### Task description
A word-for-word copy of the listing, free of images, is the expected answer.

### Recorded data
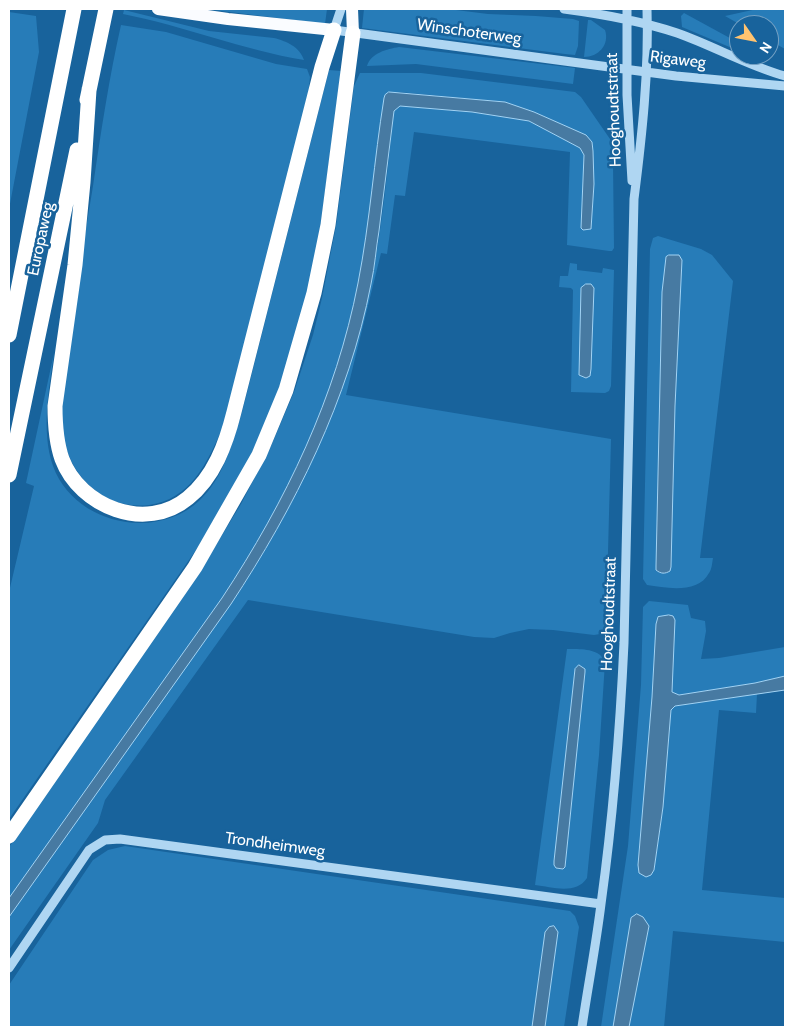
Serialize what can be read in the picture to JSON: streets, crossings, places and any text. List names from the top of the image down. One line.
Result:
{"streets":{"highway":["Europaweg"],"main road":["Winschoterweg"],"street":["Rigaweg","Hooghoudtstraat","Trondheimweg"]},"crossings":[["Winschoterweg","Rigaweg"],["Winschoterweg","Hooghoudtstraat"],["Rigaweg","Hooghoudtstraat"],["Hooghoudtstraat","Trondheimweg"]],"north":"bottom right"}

### Finished exercise
Serialize what can be read in the picture to JSON: streets, crossings, places and any text. List names from the top of the image down. One line.
Result:
{"streets":{"highway":["Europaweg"],"main road":["Winschoterweg"],"street":["Rigaweg","Hooghoudtstraat","Trondheimweg"]},"crossings":[["Winschoterweg","Rigaweg"],["Winschoterweg","Hooghoudtstraat"],["Rigaweg","Hooghoudtstraat"],["Hooghoudtstraat","Trondheimweg"]],"north":"bottom right"}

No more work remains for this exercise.